Back to Fish Speech

Inference

docs/en/inference.md

1.5.12.3 KB
Original Source

Inference

The Fish Audio S2 model requires a large amount of VRAM. We recommend using a GPU with at least 24GB for inference.

Download Weights

First, you need to download the model weights:

bash
hf download fishaudio/s2-pro --local-dir checkpoints/s2-pro

Command Line Inference

!!! note If you plan to let the model randomly choose a voice timbre, you can skip this step.

1. Get VQ tokens from reference audio

bash
python fish_speech/models/dac/inference.py \
    -i "test.wav" \
    --checkpoint-path "checkpoints/s2-pro/codec.pth"

You should get a fake.npy and a fake.wav.

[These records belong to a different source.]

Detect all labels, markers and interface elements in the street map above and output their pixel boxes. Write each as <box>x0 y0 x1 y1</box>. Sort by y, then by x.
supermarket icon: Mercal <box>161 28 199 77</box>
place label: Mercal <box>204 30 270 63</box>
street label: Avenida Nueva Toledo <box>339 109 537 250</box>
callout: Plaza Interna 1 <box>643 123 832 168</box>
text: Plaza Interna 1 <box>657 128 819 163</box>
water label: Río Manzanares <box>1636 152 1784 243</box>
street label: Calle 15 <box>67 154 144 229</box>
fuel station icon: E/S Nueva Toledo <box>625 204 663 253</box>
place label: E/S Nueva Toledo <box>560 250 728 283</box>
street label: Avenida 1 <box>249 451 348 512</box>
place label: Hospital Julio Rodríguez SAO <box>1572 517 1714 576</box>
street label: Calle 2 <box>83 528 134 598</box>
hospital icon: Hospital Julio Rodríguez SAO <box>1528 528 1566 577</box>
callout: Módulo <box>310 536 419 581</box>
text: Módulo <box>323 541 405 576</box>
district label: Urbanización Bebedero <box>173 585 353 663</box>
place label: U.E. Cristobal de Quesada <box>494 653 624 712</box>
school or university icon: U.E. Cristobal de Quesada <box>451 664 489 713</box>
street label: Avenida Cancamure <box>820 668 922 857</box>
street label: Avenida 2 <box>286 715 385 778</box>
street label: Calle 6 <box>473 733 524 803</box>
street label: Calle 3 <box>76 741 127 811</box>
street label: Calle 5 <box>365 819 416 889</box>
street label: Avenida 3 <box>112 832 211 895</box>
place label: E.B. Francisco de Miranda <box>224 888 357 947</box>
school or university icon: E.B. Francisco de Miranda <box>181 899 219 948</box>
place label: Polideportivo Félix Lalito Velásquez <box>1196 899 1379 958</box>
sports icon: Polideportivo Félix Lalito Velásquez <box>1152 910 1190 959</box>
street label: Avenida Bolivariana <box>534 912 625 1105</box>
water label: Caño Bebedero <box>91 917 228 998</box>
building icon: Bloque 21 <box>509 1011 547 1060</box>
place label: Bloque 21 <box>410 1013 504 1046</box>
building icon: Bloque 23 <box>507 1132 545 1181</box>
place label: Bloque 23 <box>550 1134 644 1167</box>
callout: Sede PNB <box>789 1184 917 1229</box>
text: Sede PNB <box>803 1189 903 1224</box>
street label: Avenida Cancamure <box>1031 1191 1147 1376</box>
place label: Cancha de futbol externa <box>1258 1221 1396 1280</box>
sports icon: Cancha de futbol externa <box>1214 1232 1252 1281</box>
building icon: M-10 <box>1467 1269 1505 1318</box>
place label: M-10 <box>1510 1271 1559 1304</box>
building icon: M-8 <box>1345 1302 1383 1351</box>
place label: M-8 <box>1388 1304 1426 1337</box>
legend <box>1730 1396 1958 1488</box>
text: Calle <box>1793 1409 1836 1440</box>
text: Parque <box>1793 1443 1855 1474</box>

2. Generate Semantic tokens from text:

bash
python fish_speech/models/text2semantic/inference.py \
    --text "The text you want to convert" \
    --prompt-text "Your reference text" \
    --prompt-tokens "fake.npy" \
    # --compile

This command will create a codes_N file in the working directory, where N is an integer starting from 0.

!!! note You may want to use --compile to fuse CUDA kernels for faster inference. However, we recommend using our sglang inference acceleration optimization. Correspondingly, if you do not plan to use acceleration, you can comment out the --compile parameter.

!!! info For GPUs that do not support bf16, you may need to use the --half parameter.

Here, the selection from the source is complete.